LOS ANGELES -- Black Lives Matter, which two years ago grew out of street protests and a social-media hashtag, has established a legal partnership with a California charity, The Associated Press has learned.
The formal relationship between the national Black Lives Matter network and the San Francisco-based International Development Exchange represents another side of the loosely knit group many Americans recognize for its sometimes-disruptive demonstrations against police shootings of unarmed black men.
Since November, the not-for-profit charity also known as IDEX has been acting as a mostly unseen financial arm of Black Lives Matter, with the ability to receive grants and tax-deductible donations on the group's behalf.
More recently, the relationship evolved into a contractual partnership that will run through at least mid-2017.
IDEX is managing the group's financial affairs, allowing Black Lives Matter to focus on its mission, including building local chapters and experimenting with its organizational structure.
"We completely understand the network is in its baby stages, and it's going to take some years" to develop, IDEX Executive Director Rajasvini Bhansali said in an interview.
The goal, leaders said, is to seek social change in struggling communities in the U.S. as well as in Asia, South America and Africa, where the charity has operated for years.
The partnership links the national protest movement, which has chapters in nearly 40 U.S. cities and several more abroad, with a small charity that has worked with the needy on several continents. IDEX collected about $2 million in contributions and grants in the year ending June 2015, according to federal tax records.
"We've connected people across the country working to end the various forms of injustice impacting black people," Black Lives Matter co-founder Alicia Garza said in a statement.
The organization needed to partner with an organization that "can support us as we build these connections on a global scale."
It's not clear what the partnership will mean for the overall direction of Black Lives Matter, which has been alternately praised and derided for its confrontational tactics.
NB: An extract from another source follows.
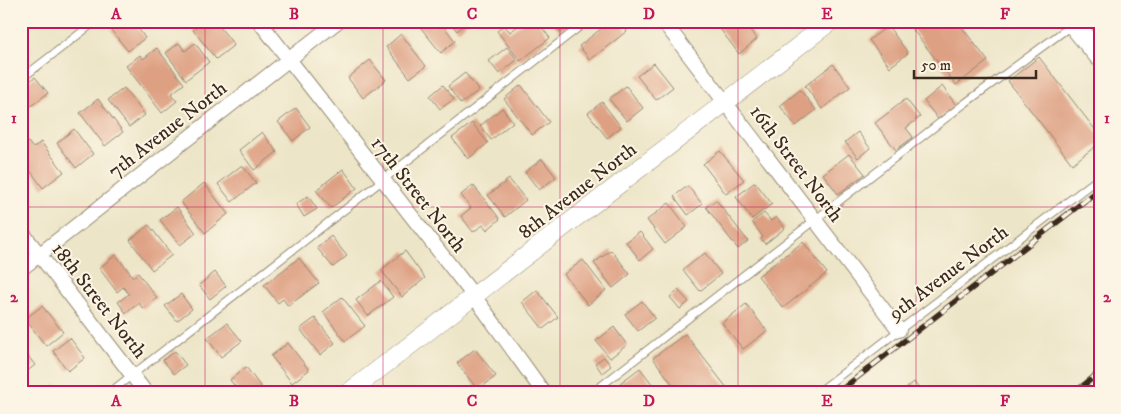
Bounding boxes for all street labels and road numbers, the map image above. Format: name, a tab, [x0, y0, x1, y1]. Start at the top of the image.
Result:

The agreement comes at a time when Black Lives Matter and a constellation of related groups are receiving a surge of donations and pledges of financial support.
Together, they are seeking reforms such as remaking the prison system, adopting universal health care and offering free college education.
For example, the Ford Foundation, working with the Borealis Philanthropy organization, hopes to attract as much as $100 million for the Movement for Black Lives, a coalition with ties to dozens of groups, including the Black Lives Matter network. Grammy-winning singer The Weeknd said last month he is donating $250,000 to the Black Lives Matter movement.
"It's not a time for donors to sit back and criticize," said Leah Hunt-Hendrix, co-founder and executive director of Solidaire, an alliance supporting progressive political causes that has invested about $800,000 over two years in various groups in the movement.
"We still live in this legacy of drastic exploitation and marginalization and violence," Hunt-Hendrix said. "If we are ever going to address racism in America, this is the time and this is the opportunity."
A key aspect of the agreement involves exchanging information and building potential alliances between Black Lives Matter and IDEX's partners overseas. The idea is for the groups and movements to learn from each other.
Black Lives Matter has agreed to make donations to IDEX's partners in Zimbabwe and South Africa, in lieu of an administrative fee for the charity's services, Bhansali said.